Stored data
'''

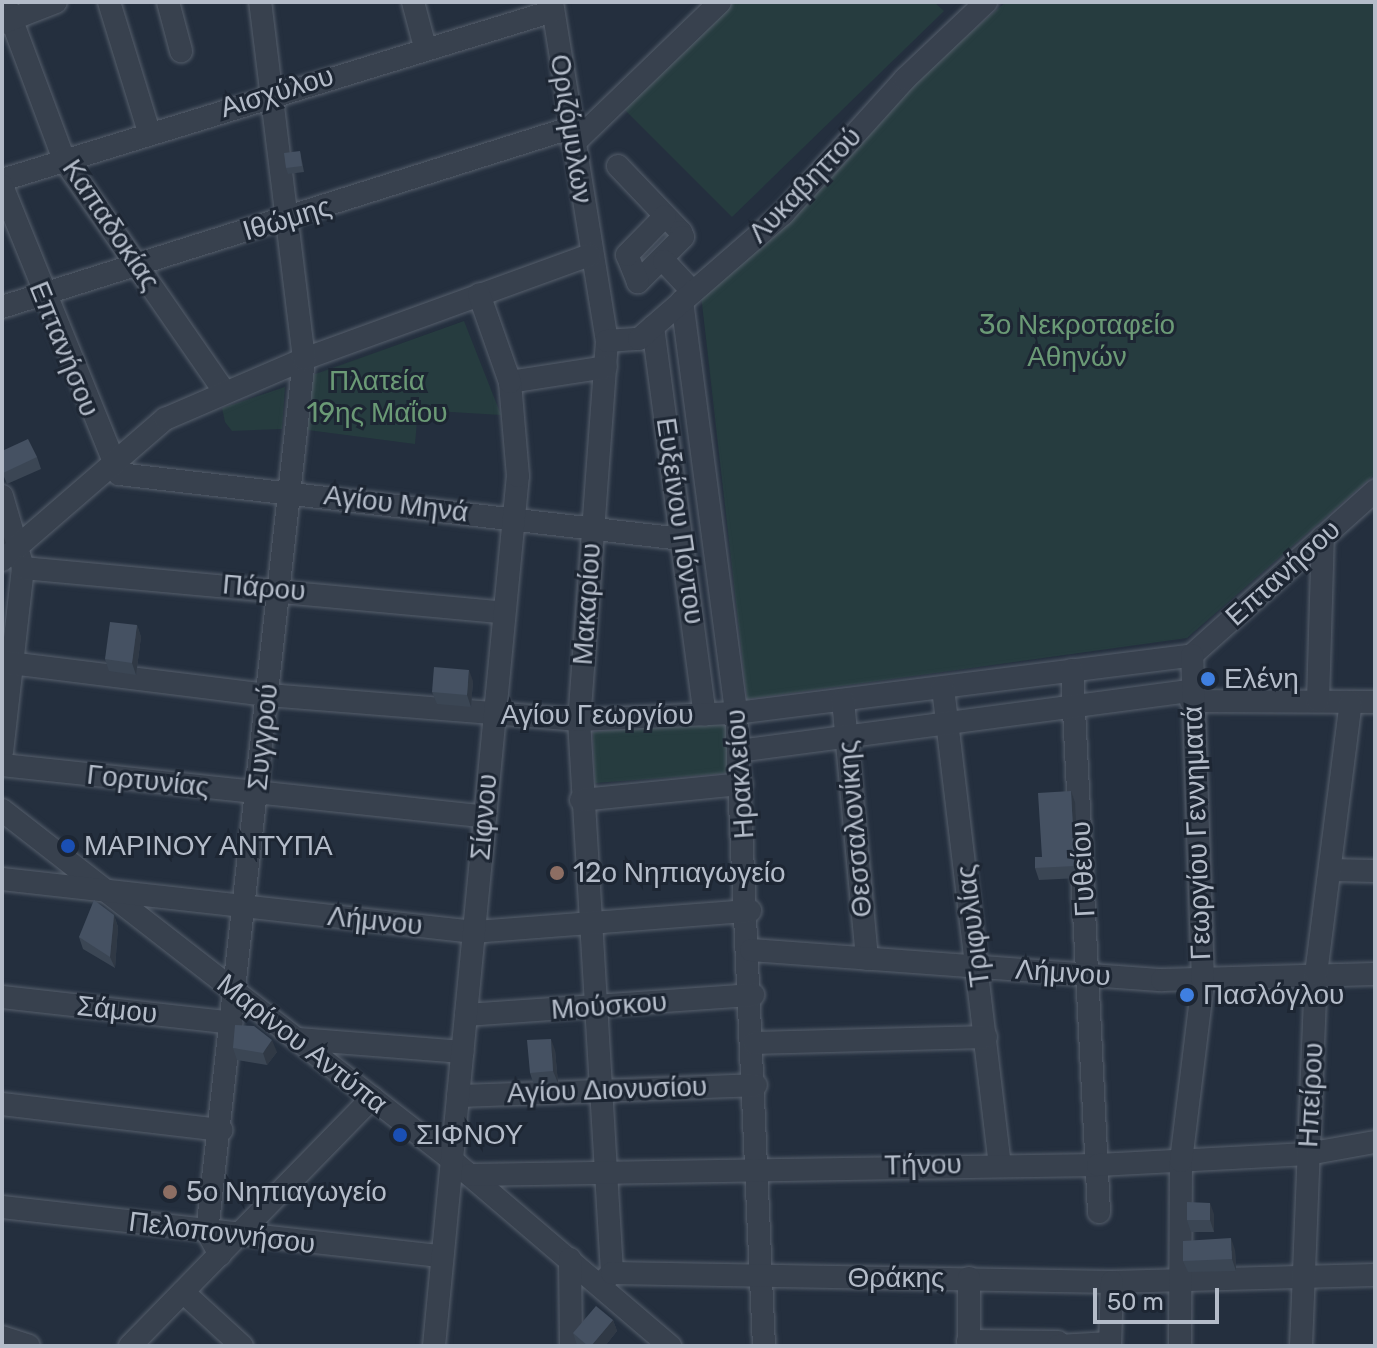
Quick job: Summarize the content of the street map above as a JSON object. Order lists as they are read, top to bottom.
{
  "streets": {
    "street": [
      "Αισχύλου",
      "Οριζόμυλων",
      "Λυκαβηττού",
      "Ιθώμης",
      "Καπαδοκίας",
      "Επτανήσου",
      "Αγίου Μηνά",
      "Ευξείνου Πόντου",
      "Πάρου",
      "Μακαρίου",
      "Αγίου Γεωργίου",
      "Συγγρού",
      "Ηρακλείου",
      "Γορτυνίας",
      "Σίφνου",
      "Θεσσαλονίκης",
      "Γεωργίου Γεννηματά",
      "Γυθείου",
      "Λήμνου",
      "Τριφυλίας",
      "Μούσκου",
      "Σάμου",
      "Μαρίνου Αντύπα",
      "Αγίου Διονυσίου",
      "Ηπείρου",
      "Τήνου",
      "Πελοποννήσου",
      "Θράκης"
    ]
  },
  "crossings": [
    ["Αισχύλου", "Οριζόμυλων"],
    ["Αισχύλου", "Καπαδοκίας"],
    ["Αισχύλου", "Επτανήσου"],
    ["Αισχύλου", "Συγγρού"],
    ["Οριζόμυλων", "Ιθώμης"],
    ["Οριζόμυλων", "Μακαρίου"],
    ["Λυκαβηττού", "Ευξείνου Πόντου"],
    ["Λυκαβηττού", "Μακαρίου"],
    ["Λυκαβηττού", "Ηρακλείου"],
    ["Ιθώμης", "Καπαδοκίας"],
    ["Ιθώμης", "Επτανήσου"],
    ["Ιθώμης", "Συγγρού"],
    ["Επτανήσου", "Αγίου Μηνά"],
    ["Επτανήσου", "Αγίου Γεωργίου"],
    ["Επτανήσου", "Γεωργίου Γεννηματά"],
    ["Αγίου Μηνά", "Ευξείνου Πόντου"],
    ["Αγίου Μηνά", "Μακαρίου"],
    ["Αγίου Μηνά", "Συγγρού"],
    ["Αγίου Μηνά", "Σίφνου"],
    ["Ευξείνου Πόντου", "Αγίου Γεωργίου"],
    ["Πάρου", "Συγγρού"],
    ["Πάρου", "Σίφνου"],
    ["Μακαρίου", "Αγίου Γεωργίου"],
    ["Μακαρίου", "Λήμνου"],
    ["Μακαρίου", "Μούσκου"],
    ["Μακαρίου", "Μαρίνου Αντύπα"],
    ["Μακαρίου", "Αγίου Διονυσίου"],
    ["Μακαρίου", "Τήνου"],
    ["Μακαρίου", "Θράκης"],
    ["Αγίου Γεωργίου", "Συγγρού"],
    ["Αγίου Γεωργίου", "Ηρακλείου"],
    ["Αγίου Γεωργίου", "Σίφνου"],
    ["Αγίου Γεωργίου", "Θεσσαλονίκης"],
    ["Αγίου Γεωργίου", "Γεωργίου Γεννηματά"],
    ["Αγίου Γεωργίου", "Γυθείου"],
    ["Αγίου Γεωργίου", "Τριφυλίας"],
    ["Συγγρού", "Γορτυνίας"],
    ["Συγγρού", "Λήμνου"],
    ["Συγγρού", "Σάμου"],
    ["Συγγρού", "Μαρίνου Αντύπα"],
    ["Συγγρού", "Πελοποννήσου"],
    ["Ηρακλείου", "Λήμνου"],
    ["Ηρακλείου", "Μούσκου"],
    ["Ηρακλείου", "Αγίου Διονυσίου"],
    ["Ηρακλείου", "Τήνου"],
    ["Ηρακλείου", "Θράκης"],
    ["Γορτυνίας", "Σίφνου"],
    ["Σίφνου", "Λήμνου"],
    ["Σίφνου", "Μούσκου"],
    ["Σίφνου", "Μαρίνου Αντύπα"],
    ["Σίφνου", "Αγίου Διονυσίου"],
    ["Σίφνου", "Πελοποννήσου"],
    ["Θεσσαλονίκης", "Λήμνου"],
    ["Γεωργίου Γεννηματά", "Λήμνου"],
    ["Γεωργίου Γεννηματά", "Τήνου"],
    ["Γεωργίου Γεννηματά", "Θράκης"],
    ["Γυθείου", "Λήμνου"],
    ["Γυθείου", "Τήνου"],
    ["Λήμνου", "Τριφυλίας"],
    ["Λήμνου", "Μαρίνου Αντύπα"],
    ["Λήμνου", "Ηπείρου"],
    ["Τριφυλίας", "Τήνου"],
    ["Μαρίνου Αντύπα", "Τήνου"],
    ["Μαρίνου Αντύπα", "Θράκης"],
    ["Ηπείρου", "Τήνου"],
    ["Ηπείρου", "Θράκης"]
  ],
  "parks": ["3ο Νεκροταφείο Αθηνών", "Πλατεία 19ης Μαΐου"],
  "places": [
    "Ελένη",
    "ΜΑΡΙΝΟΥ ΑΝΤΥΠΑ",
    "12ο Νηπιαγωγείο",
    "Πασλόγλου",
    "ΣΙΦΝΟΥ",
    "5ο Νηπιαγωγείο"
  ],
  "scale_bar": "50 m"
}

'''

Omit the pictures and copy the records above exactly.

**Final answer**
Quick job: Summarize the content of the street map above as a JSON object. Order lists as they are read, top to bottom.
{
  "streets": {
    "street": [
      "Αισχύλου",
      "Οριζόμυλων",
      "Λυκαβηττού",
      "Ιθώμης",
      "Καπαδοκίας",
      "Επτανήσου",
      "Αγίου Μηνά",
      "Ευξείνου Πόντου",
      "Πάρου",
      "Μακαρίου",
      "Αγίου Γεωργίου",
      "Συγγρού",
      "Ηρακλείου",
      "Γορτυνίας",
      "Σίφνου",
      "Θεσσαλονίκης",
      "Γεωργίου Γεννηματά",
      "Γυθείου",
      "Λήμνου",
      "Τριφυλίας",
      "Μούσκου",
      "Σάμου",
      "Μαρίνου Αντύπα",
      "Αγίου Διονυσίου",
      "Ηπείρου",
      "Τήνου",
      "Πελοποννήσου",
      "Θράκης"
    ]
  },
  "crossings": [
    ["Αισχύλου", "Οριζόμυλων"],
    ["Αισχύλου", "Καπαδοκίας"],
    ["Αισχύλου", "Επτανήσου"],
    ["Αισχύλου", "Συγγρού"],
    ["Οριζόμυλων", "Ιθώμης"],
    ["Οριζόμυλων", "Μακαρίου"],
    ["Λυκαβηττού", "Ευξείνου Πόντου"],
    ["Λυκαβηττού", "Μακαρίου"],
    ["Λυκαβηττού", "Ηρακλείου"],
    ["Ιθώμης", "Καπαδοκίας"],
    ["Ιθώμης", "Επτανήσου"],
    ["Ιθώμης", "Συγγρού"],
    ["Επτανήσου", "Αγίου Μηνά"],
    ["Επτανήσου", "Αγίου Γεωργίου"],
    ["Επτανήσου", "Γεωργίου Γεννηματά"],
    ["Αγίου Μηνά", "Ευξείνου Πόντου"],
    ["Αγίου Μηνά", "Μακαρίου"],
    ["Αγίου Μηνά", "Συγγρού"],
    ["Αγίου Μηνά", "Σίφνου"],
    ["Ευξείνου Πόντου", "Αγίου Γεωργίου"],
    ["Πάρου", "Συγγρού"],
    ["Πάρου", "Σίφνου"],
    ["Μακαρίου", "Αγίου Γεωργίου"],
    ["Μακαρίου", "Λήμνου"],
    ["Μακαρίου", "Μούσκου"],
    ["Μακαρίου", "Μαρίνου Αντύπα"],
    ["Μακαρίου", "Αγίου Διονυσίου"],
    ["Μακαρίου", "Τήνου"],
    ["Μακαρίου", "Θράκης"],
    ["Αγίου Γεωργίου", "Συγγρού"],
    ["Αγίου Γεωργίου", "Ηρακλείου"],
    ["Αγίου Γεωργίου", "Σίφνου"],
    ["Αγίου Γεωργίου", "Θεσσαλονίκης"],
    ["Αγίου Γεωργίου", "Γεωργίου Γεννηματά"],
    ["Αγίου Γεωργίου", "Γυθείου"],
    ["Αγίου Γεωργίου", "Τριφυλίας"],
    ["Συγγρού", "Γορτυνίας"],
    ["Συγγρού", "Λήμνου"],
    ["Συγγρού", "Σάμου"],
    ["Συγγρού", "Μαρίνου Αντύπα"],
    ["Συγγρού", "Πελοποννήσου"],
    ["Ηρακλείου", "Λήμνου"],
    ["Ηρακλείου", "Μούσκου"],
    ["Ηρακλείου", "Αγίου Διονυσίου"],
    ["Ηρακλείου", "Τήνου"],
    ["Ηρακλείου", "Θράκης"],
    ["Γορτυνίας", "Σίφνου"],
    ["Σίφνου", "Λήμνου"],
    ["Σίφνου", "Μούσκου"],
    ["Σίφνου", "Μαρίνου Αντύπα"],
    ["Σίφνου", "Αγίου Διονυσίου"],
    ["Σίφνου", "Πελοποννήσου"],
    ["Θεσσαλονίκης", "Λήμνου"],
    ["Γεωργίου Γεννηματά", "Λήμνου"],
    ["Γεωργίου Γεννηματά", "Τήνου"],
    ["Γεωργίου Γεννηματά", "Θράκης"],
    ["Γυθείου", "Λήμνου"],
    ["Γυθείου", "Τήνου"],
    ["Λήμνου", "Τριφυλίας"],
    ["Λήμνου", "Μαρίνου Αντύπα"],
    ["Λήμνου", "Ηπείρου"],
    ["Τριφυλίας", "Τήνου"],
    ["Μαρίνου Αντύπα", "Τήνου"],
    ["Μαρίνου Αντύπα", "Θράκης"],
    ["Ηπείρου", "Τήνου"],
    ["Ηπείρου", "Θράκης"]
  ],
  "parks": ["3ο Νεκροταφείο Αθηνών", "Πλατεία 19ης Μαΐου"],
  "places": [
    "Ελένη",
    "ΜΑΡΙΝΟΥ ΑΝΤΥΠΑ",
    "12ο Νηπιαγωγείο",
    "Πασλόγλου",
    "ΣΙΦΝΟΥ",
    "5ο Νηπιαγωγείο"
  ],
  "scale_bar": "50 m"
}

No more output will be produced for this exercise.